Il Etait un père de Yasujiro Ozu : aimer de loin

Quelle chose étrange et magnifique que le cinéma d’Ozu, où un homme qui n’a jamais eu de descendance, qui a toujours vécu avec sa mère, rêve des enfants qu’il n’a pas eus, des familles qu’il n’a pas fondées, des gestes tristes qu’il n’a pas connus du père voyant sa fille s’éloigner, du temps qui passe quand les enfants grandissent. Dans Il Etait un père (1942), Ozu rêve qu’il a été père à travers son alter ego Chishu Ryu. Ce père, qui a perdu sa femme, est « un bon père », dira le fils. Qui travaille sans trêve, sans épargner sa peine, pour que son fils puisse étudier dans les meilleurs écoles, dans les meilleurs collèges, dans les meilleurs lycées, jusqu’à l’Université de Sendaï, qui fera la fierté du père. Ayant quitté son métier d’enseignant après la mort d’un élève, il revient dans sa ville natale pour chercher un travail, et dès lors père et fils se retrouvent séparés, car le lieu où travaille le père n’est pas celui où étudie le fils. Il ne peut en être autrement, dit le père au fils de douze ans, et tu ne dois pas pleurer car tu es un homme. Soyons courageux.

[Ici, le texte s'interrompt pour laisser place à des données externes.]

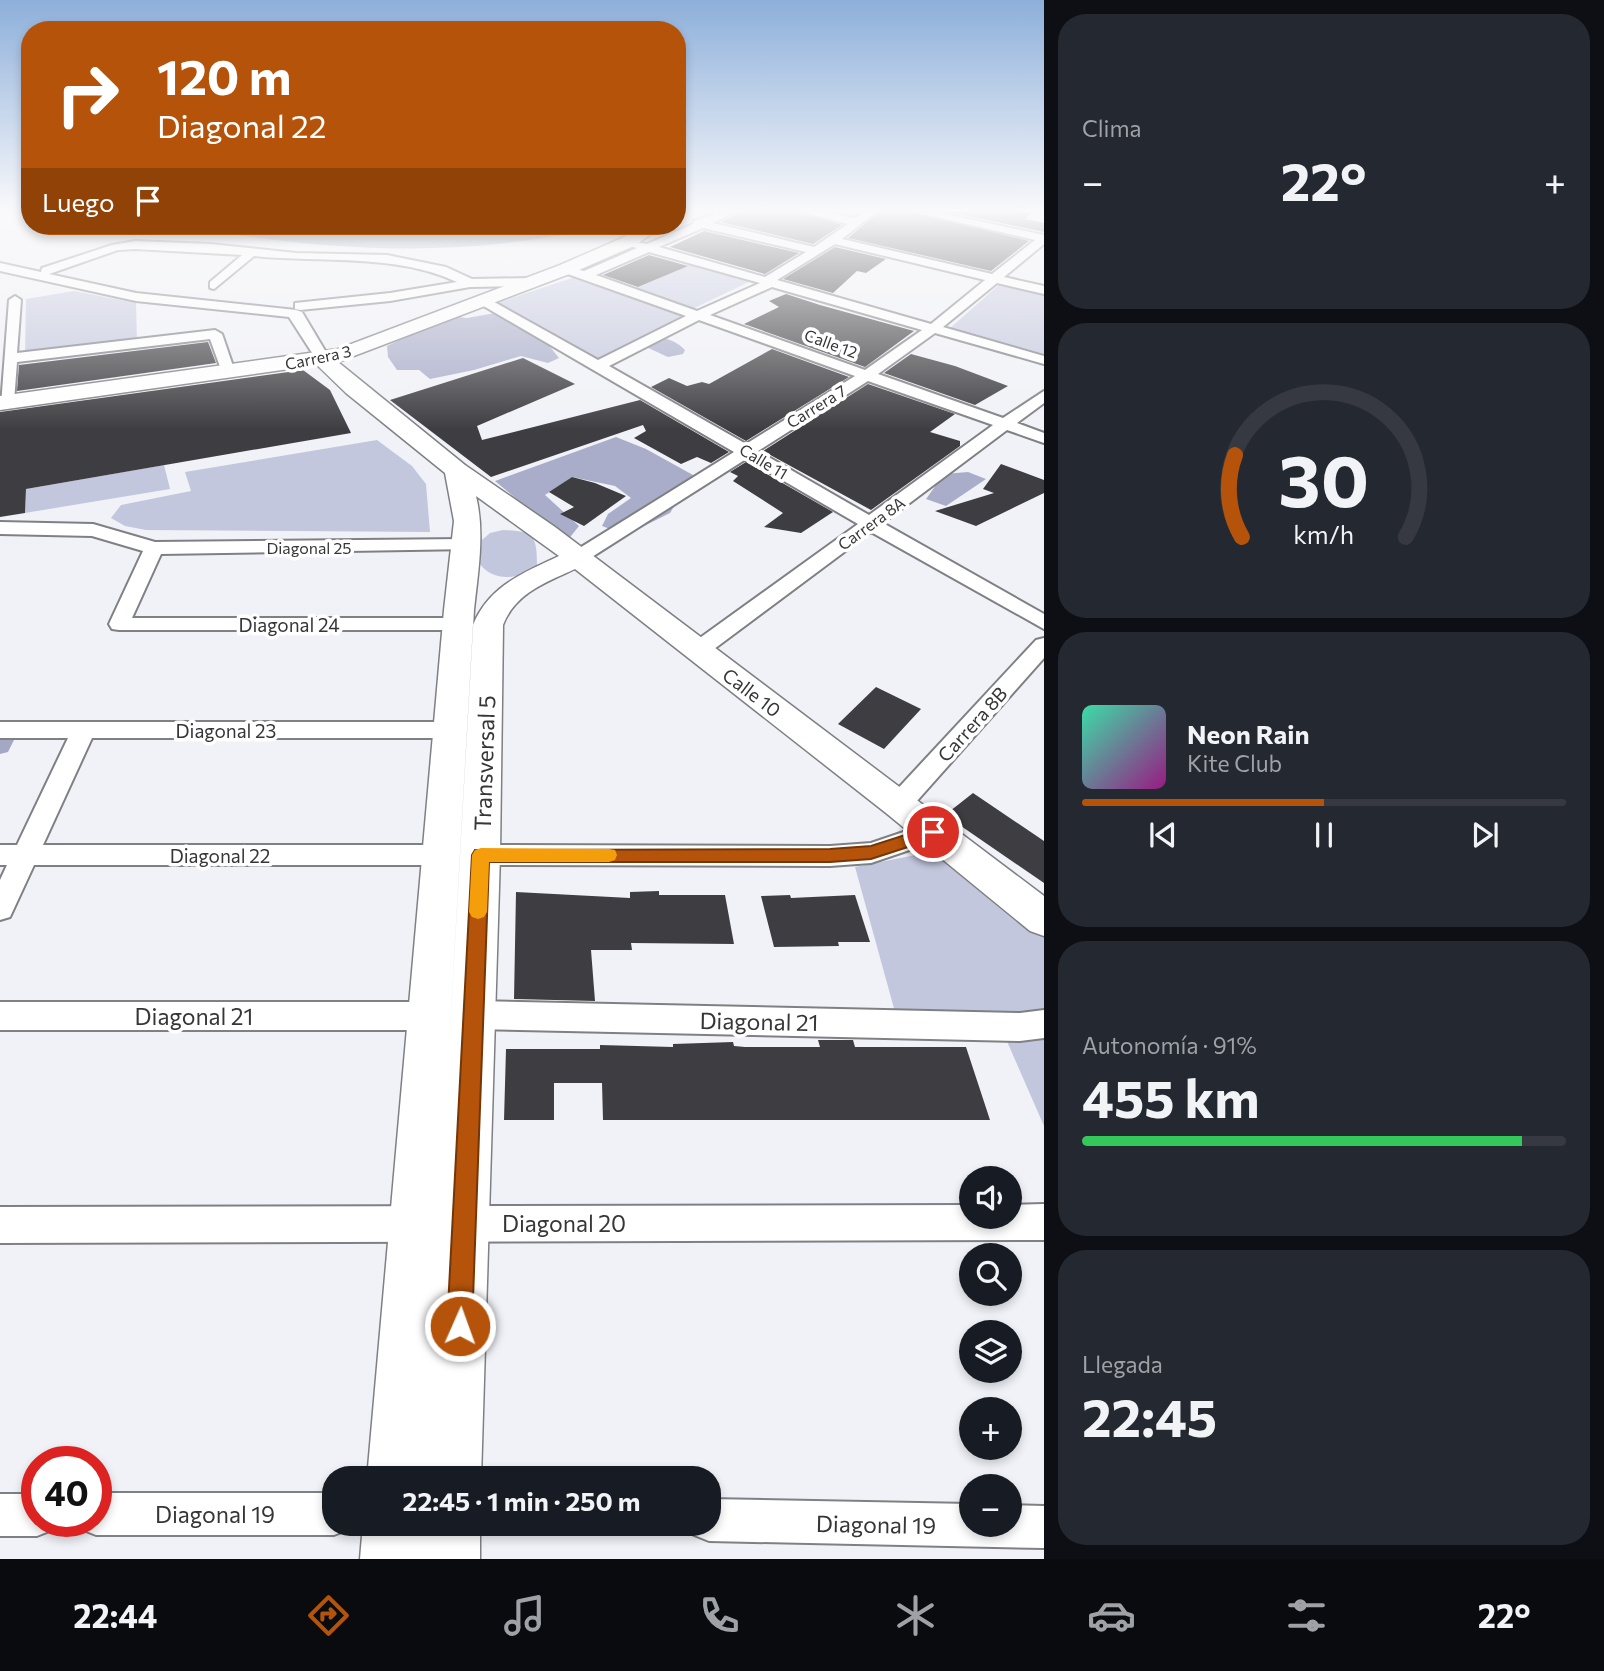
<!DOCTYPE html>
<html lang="es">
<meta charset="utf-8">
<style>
body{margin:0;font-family:Commissioner,sans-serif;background:#242831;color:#f1f3f6;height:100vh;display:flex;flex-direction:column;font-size:26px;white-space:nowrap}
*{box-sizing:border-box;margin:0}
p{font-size:23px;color:#9ea1a6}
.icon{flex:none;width:38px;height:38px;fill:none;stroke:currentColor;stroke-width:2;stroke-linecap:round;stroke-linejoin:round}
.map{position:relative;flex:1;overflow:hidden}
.drawer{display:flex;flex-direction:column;gap:14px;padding:14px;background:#0d0f14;width:560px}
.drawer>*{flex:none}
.hud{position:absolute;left:21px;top:21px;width:665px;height:214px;border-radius:28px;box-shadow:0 4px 10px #0003;background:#b45309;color:#fff;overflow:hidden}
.controls{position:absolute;left:959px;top:1166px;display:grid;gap:14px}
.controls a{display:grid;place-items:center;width:63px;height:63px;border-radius:50%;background:#171b24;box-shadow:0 4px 10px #0003;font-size:35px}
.speed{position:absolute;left:21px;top:1446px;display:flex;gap:14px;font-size:35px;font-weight:700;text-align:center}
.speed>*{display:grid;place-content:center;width:91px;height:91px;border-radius:50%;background:#171b24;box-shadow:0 4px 10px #0003;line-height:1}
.speed .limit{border:10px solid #d22;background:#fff;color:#111}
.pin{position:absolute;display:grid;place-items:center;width:60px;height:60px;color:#fff;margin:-30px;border:4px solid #fff;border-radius:50%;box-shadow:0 2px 7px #0007}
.me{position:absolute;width:77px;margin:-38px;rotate:2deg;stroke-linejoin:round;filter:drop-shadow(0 0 5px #0008)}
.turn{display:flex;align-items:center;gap:24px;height:147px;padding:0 21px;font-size:32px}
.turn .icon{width:91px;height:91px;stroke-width:2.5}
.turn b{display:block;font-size:49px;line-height:60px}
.then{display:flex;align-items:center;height:66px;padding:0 21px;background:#0003;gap:14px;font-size:26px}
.big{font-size:52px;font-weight:700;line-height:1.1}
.drawer .tile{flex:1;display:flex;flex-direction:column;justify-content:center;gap:10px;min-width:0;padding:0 24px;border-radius:28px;background:#242831}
.drawer .dial{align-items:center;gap:0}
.dial svg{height:182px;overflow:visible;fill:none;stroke:#363941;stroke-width:7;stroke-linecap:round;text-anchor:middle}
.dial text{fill:#f1f3f6;stroke:none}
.song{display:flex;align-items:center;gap:21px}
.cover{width:84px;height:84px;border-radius:10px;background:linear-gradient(135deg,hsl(160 70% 55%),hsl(310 70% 35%))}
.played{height:7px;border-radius:4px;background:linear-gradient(90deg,#b45309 50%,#363941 50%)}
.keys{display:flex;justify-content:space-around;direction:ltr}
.heat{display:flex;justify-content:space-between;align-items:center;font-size:38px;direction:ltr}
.charge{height:10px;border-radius:5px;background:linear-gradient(90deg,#34c759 91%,#363941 0)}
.trip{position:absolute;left:322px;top:1466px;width:399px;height:70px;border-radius:28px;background:#171b24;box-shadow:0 4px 10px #0003;font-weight:700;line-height:70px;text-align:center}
.menu{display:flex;height:112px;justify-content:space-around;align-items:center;background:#090b0e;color:#9ea1a6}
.menu .icon{width:49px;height:49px}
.menu .current{color:#b45309}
.menu b{font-size:32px;color:#f1f3f6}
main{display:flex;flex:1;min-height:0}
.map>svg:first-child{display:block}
.green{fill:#c3c7dd}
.forest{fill:#a9adc9}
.water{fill:#a4a8c4}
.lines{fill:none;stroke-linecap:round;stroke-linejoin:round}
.canal{fill:#a4a8c4;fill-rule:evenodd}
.building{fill:#3e3e42}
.street-casing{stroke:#7f8084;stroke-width:4}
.secondary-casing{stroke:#7f8084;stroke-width:3}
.street{fill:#fff;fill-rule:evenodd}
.secondary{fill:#fff;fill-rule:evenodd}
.route{fill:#b45309;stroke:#753606;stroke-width:2}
.slow{fill:#f59e0b}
.labels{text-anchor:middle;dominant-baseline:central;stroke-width:7;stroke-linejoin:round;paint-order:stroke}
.far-street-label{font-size:16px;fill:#363638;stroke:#fff}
.street-label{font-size:19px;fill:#363638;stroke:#fff}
.near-street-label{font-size:23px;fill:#363638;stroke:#fff}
</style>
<main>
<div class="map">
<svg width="1044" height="1559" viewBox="0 0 1044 1559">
<rect width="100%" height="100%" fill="#f1f2f7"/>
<path class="green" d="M 691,264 L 749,282 L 688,311 L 630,291 Z
M 572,278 L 690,317 L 598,362 L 497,303 Z
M 1001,283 L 1044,294 L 1044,355 L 949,329 Z
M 74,291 L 136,303 L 137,341 L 25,354 L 26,299 Z
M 377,440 L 412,466 L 426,484 L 430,532 L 146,530 L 125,526 L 111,518 L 121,505 L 191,491 L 185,472 Z
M 164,465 L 170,489 L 25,513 L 26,489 Z
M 503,530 C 534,531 537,535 537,566 C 521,579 494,583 480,564 L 482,540 L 490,533 Z
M 941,850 L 1044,932 L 1044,1126 L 995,1014 L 895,1012 L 855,867 Z"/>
<path class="forest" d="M 495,313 L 543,338 L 559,358 L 548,363 L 521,356 L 474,370 L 430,379 L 419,370 L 397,370 L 388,357 L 387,346 L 450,316 L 467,318 Z
M 661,338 C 671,339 678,343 685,350 L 683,354 L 668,357 L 644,346 Z
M 616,437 L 646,449 L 693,475 L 670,513 L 626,535 L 602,526 L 608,514 L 631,498 L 615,486 L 572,477 L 545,495 L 579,526 L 567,541 L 495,481 Z
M 968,472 L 986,479 L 946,506 L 926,499 L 944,474 Z"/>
<path class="water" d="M 185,226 L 606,226 C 589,233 567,234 548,237 C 428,258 304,248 185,226 Z"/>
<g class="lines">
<path class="canal" d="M 7,724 L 15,727 L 18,732 L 8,752 L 0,754 L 0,726 Z"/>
</g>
<path class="building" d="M 740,212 L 800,212 L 842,225 L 813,244 L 721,222 Z
M 879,212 L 912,212 L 1029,241 L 991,271 L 848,238 Z
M 949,212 L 1034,212 L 1025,219 L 1044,223 L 1044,232 Z
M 704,231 L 799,253 L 765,274 L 670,247 Z
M 835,247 L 886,259 L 866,273 L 857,271 L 833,293 L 783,279 Z
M 649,255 L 688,266 L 638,287 L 603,275 Z
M 786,294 L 820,305 L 914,331 L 865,367 L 744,324 L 779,307 L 769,301 Z
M 208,342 L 216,363 L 17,391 L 19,365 Z
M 772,349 L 849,377 L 746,441 L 651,387 L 669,378 L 687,386 L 702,382 L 709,384 Z
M 911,354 L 955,366 L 1008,386 L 975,405 L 884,373 Z
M 523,358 L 575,384 L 477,426 L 482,440 L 640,400 L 729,452 L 711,463 L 697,457 L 681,464 L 634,438 L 646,431 L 643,425 L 491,477 L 390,400 Z
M 303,370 L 330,390 L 351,433 L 26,489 L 25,513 L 0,517 L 0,412 Z
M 868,384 L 955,414 L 930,432 L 960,441 L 960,446 L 871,510 L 763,451 Z
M 746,462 L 833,512 L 801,533 L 764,527 L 783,513 L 733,481 L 738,476 L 730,472 Z
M 1001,464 L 1044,480 L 1044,493 L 976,526 L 935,511 L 994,493 L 983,489 Z
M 572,477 L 595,483 L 626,496 L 584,526 L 560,514 L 574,507 L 549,492 Z
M 876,687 L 921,709 L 884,749 L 838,724 Z
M 973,793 L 1044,841 L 1044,883 L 945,815 Z
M 659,891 L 659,895 L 725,895 L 734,944 L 631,943 L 632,950 L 591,950 L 595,1001 L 514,999 L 516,892 L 630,898 L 630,892 Z
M 790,895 L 791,898 L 855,895 L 870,942 L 838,942 L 839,946 L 774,947 L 761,896 Z
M 818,1040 L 853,1040 L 855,1047 L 966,1047 L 990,1120 L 603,1120 L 602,1083 L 554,1083 L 554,1120 L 504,1120 L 506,1049 L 600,1049 L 600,1045 L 673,1047 L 673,1044 L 733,1042 L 734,1046 L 745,1047 L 820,1047 Z"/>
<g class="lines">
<defs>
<path id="street" d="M 720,212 L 734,212 L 713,223 L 814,247 L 848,224 L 803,212 L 824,212 L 855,218 L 864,212 L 876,212 L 842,239 L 992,274 L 1035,240 L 915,212 L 936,212 L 1044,235 L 1044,244 L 1004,277 L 1044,286 L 1044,294 L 997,283 L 943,327 L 1044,356 L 1044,364 L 935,333 L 878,374 L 1003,418 L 1044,391 L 1044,403 L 1017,423 L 1044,433 L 1044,443 L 1007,430 L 883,523 L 1044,614 L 1044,629 L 871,532 L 706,655 L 690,655 L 687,650 L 690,645 L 858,524 L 746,459 L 584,562 L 570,562 L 567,558 L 570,554 L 734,452 L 475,301 L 477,298 L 487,298 L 598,360 L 686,316 L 562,272 L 562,266 L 584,271 L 637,248 L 624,244 L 624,240 L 647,244 L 693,224 L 694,221 ZM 703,228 L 806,252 L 765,277 L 659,247 ZM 835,244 L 985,280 L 931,324 L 777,280 ZM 649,252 L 760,283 L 697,311 L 596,275 ZM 772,287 L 922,330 L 865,370 L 710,315 ZM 699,320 L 855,376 L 746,444 L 609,366 ZM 868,381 L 993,425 L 869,515 L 758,451 Z
M 135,241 L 210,244 L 296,253 L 387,255 L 446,267 L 472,279 L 530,278 L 536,282 L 530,286 L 470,287 L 390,301 L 300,310 L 295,309 L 295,303 L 390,293 L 457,282 C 395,253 321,263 254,256 L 214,289 L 210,288 L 210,282 L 242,255 L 135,249 L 118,250 L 49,274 L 136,293 L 296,310 L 302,312 L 330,359 L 323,363 L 318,362 L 289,317 L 136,301 L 0,271 L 0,263 L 41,272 L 42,268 L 112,245 Z
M 15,296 L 21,300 L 17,353 L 215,330 L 222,334 L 235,372 L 228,376 L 223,375 L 210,339 L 17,362 L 14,402 L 11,405 L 1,405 L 9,300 Z
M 0,522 L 93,524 L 155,542 L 465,539 L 472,541 L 474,545 L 472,549 L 161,554 L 132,618 L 458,618 L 465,619 L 468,624 L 465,629 L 458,630 L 119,630 L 112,629 L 109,624 L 143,551 L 92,536 L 0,534 Z
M 1044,638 L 1044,658 L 908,811 L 899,813 L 890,811 L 886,804 L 890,797 L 1036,640 Z
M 0,722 L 452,722 L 460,724 L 464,730 L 460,736 L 452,738 L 92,738 L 43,845 L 441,845 L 450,848 L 454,855 L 450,862 L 441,865 L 34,865 L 10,917 L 0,920 L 0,880 L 7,865 L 0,865 L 0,845 L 17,845 L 68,738 L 0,738 Z
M 933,822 L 942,825 L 946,832 L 942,839 L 871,863 L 830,866 L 481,865 L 472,862 L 468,855 L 472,848 L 481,845 L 830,846 L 871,843 Z
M 474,1001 L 1020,1013 L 1044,1010 L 1044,1038 L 1020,1041 L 474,1029 L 463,1025 L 459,1015 L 463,1005 Z
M 0,1002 L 430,1002 L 441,1006 L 445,1016 L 441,1026 L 430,1030 L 0,1030 Z
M 1044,1204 L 1044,1240 L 0,1243 L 0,1207 L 971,1205 L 971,1216 L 1010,1216 L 1010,1205 Z
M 96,1493 L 334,1493 L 334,1524 L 351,1524 L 349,1529 L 334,1535 L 96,1535 L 81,1529 L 78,1521 L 96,1521 Z
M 0,1494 L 37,1494 L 37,1521 L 56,1521 L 52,1530 L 37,1536 L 0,1536 Z
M 709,1499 L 971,1504 L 971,1524 L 1010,1524 L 1010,1505 L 1044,1506 L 1044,1548 L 709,1541 L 694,1535 L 690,1524 L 709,1524 Z"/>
<path id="secondary" d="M 677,212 L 686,212 L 677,218 Z
M 644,226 L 663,226 L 634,246 L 572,273 L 338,362 L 465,465 L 555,527 L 1044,896 L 1044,936 L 1030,931 L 886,813 L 575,569 C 547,582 515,593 503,625 L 500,855 L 481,1479 L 367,1479 L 444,610 L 454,521 L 445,473 L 346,393 L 317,365 L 0,410 L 0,396 L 338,349 L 560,265 L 622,238 ZM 476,496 L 559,556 C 523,573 489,586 473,625 L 445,1118 L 474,610 C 478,572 485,533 476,496 Z
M 363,1524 L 480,1524 L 480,1559 L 360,1559 Z"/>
</defs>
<use href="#street" class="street-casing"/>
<use href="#secondary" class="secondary-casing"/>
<use href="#street" class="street"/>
<use href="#secondary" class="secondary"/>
</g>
<linearGradient id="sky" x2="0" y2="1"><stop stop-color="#8dafda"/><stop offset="0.49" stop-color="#f9f9fb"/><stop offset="1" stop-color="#f9f9fb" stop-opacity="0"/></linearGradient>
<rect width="1044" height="430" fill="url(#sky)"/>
<path class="route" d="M 933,826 L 939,828 L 941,832 L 939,837 L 871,859 L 830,862 L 489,862 L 472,1326 L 468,1334 L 460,1338 L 451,1334 L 447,1326 L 472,855 L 475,850 L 830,849 L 871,846 Z"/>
<path class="slow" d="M 481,848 L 609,849 L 615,850 L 617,855 L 615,860 L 609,862 L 489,862 L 487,912 L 484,917 L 478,919 L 472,917 L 469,912 L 472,855 L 475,850 Z"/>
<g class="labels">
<g class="far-street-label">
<text transform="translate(831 343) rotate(20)">Calle 12</text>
<text transform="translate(318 357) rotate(-12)">Carrera 3</text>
<text transform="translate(816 406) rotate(-32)">Carrera 7</text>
<text transform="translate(764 461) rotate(31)">Calle 11</text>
<text transform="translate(871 523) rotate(-36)">Carrera 8A</text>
<text x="309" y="547">Diagonal 25</text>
</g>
<g class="street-label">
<text x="289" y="624">Diagonal 24</text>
<text transform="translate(752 692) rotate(37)">Calle 10</text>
<text transform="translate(972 724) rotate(-48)">Carrera 8B</text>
<text x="226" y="730">Diagonal 23</text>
<text x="220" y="855">Diagonal 22</text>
</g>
<g class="near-street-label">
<text transform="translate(484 763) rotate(-88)">Transversal 5</text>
<text x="194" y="1016">Diagonal 21</text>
<text transform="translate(759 1021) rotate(1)">Diagonal 21</text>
<text x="564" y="1223">Diagonal 20</text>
<text x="215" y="1514">Diagonal 19</text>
<text transform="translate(876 1524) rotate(1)">Diagonal 19</text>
</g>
</g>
</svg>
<div class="controls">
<a><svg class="icon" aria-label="sound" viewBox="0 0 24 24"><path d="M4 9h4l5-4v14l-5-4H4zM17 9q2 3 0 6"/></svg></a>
<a><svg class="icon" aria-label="search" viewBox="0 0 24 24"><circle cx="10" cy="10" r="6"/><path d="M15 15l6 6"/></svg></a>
<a><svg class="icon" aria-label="layers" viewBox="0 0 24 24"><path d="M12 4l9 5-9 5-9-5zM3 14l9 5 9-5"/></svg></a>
<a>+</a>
<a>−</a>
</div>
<div class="speed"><div class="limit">40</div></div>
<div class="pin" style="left:933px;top:832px;background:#d93025"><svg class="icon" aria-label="arrive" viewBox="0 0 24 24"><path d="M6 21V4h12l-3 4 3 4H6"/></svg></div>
<svg class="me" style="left:460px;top:1326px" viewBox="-20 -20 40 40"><circle r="17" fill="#b45309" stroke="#fff" stroke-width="3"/><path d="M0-11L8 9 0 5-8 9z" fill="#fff"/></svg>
<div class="trip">22:45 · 1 min · 250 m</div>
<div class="hud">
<div class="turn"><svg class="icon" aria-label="right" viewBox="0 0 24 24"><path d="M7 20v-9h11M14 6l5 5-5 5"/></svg><div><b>120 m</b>Diagonal 22</div></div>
<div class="then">Luego<svg class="icon" aria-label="arrive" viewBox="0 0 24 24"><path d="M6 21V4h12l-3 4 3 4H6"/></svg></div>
</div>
</div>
<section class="drawer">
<div class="tile"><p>Clima</p>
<div class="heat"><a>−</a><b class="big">22°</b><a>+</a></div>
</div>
<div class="tile dial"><svg viewBox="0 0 100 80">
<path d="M14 69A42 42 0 1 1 86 69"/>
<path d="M14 69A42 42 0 0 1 11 33" stroke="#b45309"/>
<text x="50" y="56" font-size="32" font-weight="700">30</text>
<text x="50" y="72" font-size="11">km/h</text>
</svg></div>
<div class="tile">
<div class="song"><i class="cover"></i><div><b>Neon Rain</b><p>Kite Club</p></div></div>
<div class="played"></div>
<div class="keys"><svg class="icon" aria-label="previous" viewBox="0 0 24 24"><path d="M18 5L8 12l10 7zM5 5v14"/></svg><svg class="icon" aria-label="pause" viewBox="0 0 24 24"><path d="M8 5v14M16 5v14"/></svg><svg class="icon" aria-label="next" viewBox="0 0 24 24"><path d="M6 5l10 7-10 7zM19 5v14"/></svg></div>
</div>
<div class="tile"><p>Autonomía · 91%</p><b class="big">455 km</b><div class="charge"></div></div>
<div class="tile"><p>Llegada</p><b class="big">22:45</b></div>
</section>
</main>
<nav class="menu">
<b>22:44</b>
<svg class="icon current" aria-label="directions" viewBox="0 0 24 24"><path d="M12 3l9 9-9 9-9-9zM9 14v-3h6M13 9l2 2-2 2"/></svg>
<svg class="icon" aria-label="music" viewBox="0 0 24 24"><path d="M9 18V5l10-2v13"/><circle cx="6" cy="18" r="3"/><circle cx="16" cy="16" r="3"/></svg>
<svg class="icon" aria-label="phone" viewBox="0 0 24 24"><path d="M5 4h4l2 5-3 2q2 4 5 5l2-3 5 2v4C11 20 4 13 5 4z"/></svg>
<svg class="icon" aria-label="climate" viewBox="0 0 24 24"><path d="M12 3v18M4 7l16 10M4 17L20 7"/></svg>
<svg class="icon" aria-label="car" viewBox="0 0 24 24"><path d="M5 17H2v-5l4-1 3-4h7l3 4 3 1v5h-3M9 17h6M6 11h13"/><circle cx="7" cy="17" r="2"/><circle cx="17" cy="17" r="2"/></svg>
<svg class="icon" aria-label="filters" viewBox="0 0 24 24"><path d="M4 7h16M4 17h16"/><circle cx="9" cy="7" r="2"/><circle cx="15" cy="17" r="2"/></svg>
<b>22°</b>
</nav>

Ce bon père qui aime son fils va vivre tout le reste de sa vie sans le voir, sauf en de rares occasions, ou plutôt en le voyant de loin dans son esprit, en vivant des images qu’il a conservées du fils : un enfant qui se retourne pour pleurer, un enfant qui n’arrive pas à terminer un problème de mathématique, non pas parce qu’il est idiot (cela, les mauvais pères le croient), mais parce qu’avec son père il veut jouer et non travailler ; un enfant qui imite le geste de son père à la pèche, quand il s’agit de lancer sa canne dans le courant de la rivière. Le père « fait de son mieux » et il demande au fils de faire de même, parce que dans l’esprit du père, le fils est une partie de lui, il est celui qui va le racheter, qui va devenir enseignant sans faillir, là où le père a échoué. Le fils est le prolongement du fils et sa vie doit s’enraciner au loin, comme un arbre ayant semé une graine loin de son tronc. L’enfant, une fois devenu adulte, continuera à lancer sa canne à pêche dans la rivière, avec le geste du père répété.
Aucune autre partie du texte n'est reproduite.